[Start of Attachment]

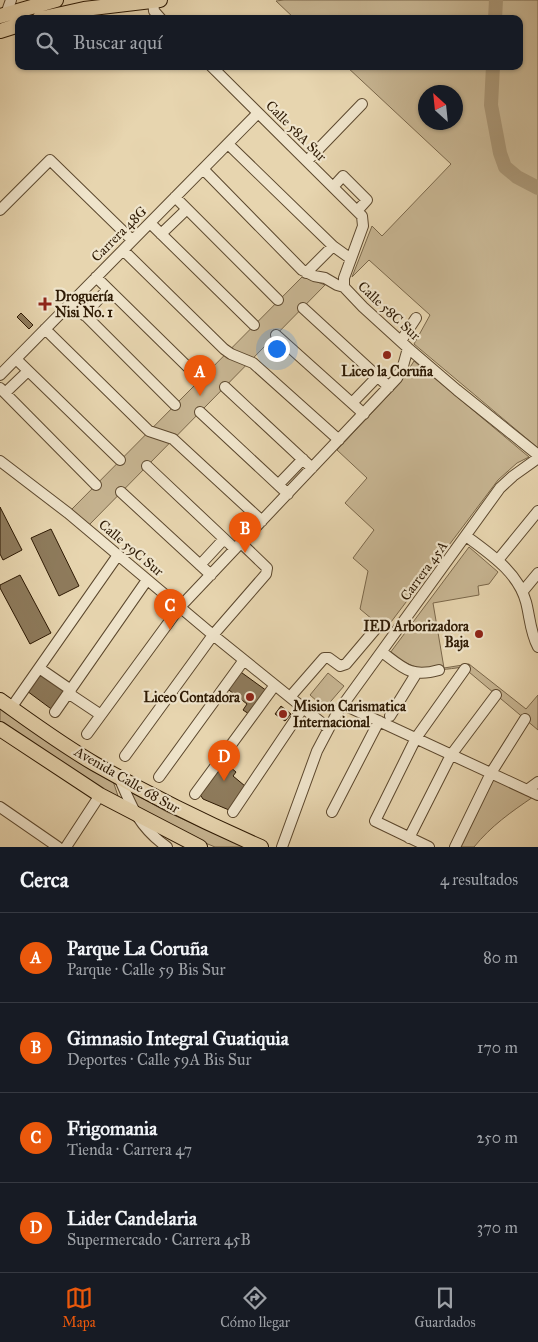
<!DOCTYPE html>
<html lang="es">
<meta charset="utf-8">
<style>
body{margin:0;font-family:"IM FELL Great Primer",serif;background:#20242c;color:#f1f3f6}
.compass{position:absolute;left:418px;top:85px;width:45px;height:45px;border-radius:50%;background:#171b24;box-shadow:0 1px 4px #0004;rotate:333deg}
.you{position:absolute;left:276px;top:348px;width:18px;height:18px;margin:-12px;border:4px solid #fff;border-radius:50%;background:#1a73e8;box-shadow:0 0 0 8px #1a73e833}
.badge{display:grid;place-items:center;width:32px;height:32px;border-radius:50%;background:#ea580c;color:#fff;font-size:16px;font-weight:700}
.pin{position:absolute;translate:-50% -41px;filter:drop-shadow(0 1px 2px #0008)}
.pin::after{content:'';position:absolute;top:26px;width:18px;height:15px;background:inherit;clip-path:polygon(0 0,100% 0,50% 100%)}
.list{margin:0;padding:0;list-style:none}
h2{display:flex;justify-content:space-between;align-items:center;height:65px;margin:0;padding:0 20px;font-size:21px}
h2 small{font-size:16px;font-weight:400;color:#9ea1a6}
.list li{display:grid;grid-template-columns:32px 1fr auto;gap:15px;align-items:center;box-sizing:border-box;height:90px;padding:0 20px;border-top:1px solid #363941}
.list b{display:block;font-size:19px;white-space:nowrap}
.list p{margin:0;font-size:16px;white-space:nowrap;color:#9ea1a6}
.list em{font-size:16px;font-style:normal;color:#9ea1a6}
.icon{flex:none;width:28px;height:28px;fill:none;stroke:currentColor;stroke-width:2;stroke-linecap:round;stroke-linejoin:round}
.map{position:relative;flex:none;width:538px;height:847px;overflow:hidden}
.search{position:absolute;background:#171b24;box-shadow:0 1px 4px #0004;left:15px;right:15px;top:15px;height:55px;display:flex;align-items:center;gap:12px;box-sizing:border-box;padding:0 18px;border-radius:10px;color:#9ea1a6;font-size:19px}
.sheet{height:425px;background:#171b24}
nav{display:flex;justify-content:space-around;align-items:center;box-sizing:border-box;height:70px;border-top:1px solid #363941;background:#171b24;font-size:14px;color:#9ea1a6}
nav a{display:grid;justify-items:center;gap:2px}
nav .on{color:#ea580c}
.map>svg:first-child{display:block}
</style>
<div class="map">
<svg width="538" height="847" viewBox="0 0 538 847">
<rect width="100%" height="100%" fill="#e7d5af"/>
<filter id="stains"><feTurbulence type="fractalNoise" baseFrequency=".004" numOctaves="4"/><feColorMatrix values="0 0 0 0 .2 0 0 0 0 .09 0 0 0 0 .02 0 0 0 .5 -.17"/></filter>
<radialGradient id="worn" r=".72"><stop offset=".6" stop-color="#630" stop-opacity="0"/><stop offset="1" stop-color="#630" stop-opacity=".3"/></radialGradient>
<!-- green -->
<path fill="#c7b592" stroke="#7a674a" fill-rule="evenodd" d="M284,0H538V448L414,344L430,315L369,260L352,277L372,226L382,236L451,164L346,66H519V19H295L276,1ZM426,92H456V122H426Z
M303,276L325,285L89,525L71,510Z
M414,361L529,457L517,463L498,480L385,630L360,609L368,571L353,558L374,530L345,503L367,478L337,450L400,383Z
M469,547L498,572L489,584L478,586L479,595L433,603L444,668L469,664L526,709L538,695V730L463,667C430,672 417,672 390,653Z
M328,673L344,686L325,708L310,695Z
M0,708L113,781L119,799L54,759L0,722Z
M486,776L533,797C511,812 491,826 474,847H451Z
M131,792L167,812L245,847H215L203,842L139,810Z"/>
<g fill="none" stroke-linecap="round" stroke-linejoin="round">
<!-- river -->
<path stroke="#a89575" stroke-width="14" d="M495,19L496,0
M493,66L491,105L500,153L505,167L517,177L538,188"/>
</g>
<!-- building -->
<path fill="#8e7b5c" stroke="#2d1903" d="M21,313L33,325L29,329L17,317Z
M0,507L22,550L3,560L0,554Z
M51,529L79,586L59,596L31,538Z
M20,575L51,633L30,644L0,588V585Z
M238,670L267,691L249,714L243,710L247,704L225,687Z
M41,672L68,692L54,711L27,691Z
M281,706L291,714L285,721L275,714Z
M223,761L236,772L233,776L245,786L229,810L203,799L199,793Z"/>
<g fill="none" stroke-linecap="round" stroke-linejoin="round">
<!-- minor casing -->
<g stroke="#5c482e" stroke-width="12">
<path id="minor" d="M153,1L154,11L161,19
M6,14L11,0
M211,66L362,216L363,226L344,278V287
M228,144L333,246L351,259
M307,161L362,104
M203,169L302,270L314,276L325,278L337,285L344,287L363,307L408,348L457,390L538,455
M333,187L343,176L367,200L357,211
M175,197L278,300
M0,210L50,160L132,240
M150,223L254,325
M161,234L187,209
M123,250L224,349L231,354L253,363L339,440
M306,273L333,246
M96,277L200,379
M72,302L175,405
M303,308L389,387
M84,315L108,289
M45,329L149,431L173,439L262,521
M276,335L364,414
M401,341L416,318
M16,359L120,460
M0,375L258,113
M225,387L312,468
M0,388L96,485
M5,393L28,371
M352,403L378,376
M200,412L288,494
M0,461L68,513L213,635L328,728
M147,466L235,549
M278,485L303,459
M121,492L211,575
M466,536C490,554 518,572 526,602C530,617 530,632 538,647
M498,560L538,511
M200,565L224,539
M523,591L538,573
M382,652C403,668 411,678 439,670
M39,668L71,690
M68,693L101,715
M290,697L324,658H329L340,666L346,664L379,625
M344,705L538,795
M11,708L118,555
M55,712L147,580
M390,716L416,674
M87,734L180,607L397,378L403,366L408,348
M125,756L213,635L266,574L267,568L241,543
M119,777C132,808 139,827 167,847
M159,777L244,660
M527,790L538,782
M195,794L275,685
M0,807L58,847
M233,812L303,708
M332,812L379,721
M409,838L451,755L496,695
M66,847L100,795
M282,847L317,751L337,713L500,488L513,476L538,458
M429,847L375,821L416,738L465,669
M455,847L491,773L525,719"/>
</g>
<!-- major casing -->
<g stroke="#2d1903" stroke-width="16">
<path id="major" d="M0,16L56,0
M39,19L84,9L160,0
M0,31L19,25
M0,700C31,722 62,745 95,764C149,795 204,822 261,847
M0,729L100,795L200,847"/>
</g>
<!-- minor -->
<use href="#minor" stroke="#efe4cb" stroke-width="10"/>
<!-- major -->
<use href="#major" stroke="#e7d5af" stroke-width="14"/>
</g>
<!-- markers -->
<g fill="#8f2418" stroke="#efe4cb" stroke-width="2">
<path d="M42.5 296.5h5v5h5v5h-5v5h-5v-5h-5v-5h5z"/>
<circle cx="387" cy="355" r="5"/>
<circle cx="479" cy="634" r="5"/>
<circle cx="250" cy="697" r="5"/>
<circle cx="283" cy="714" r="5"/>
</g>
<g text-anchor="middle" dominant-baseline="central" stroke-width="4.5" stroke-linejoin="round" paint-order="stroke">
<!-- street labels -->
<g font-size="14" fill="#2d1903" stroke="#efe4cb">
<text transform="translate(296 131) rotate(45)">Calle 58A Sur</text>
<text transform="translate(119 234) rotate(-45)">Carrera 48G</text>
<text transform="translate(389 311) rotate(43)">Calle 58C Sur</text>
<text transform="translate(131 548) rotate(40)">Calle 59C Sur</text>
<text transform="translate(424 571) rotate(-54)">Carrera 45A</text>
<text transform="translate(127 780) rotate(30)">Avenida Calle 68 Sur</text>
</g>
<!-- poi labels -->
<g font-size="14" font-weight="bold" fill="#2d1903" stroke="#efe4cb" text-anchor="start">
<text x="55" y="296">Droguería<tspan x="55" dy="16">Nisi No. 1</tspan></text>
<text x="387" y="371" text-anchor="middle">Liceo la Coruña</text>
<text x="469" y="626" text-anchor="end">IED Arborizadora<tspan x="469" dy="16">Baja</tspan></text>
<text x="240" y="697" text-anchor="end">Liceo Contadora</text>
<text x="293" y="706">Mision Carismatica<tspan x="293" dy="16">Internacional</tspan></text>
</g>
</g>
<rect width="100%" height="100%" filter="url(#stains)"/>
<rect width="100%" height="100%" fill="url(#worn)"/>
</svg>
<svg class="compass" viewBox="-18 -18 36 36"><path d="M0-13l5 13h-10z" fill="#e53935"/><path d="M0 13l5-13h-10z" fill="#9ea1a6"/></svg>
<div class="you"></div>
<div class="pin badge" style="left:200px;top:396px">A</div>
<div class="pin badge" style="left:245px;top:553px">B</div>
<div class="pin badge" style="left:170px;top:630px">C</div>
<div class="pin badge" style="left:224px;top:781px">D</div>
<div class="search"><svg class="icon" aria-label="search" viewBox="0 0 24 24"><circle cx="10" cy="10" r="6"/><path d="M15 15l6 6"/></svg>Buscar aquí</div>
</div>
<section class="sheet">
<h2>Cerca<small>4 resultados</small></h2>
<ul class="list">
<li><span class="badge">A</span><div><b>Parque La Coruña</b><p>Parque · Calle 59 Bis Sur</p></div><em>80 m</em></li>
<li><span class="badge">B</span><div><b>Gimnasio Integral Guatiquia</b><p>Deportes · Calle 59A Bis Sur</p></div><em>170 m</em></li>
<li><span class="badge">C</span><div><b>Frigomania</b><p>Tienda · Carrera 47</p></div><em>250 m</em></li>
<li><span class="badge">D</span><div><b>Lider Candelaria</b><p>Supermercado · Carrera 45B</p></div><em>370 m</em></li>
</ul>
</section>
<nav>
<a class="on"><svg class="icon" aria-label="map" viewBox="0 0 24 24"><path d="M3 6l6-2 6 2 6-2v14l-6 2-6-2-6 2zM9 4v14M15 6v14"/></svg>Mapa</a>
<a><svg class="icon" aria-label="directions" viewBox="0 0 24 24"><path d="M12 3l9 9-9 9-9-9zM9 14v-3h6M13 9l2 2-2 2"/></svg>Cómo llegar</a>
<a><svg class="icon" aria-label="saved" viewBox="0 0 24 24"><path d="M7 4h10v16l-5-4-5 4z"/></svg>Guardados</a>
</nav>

[End of Attachment]

Copy out each line of the material above that holds the word "white".

Written response:
.list b{display:block;font-size:19px;white-space:nowrap}
.list p{margin:0;font-size:16px;white-space:nowrap;color:#9ea1a6}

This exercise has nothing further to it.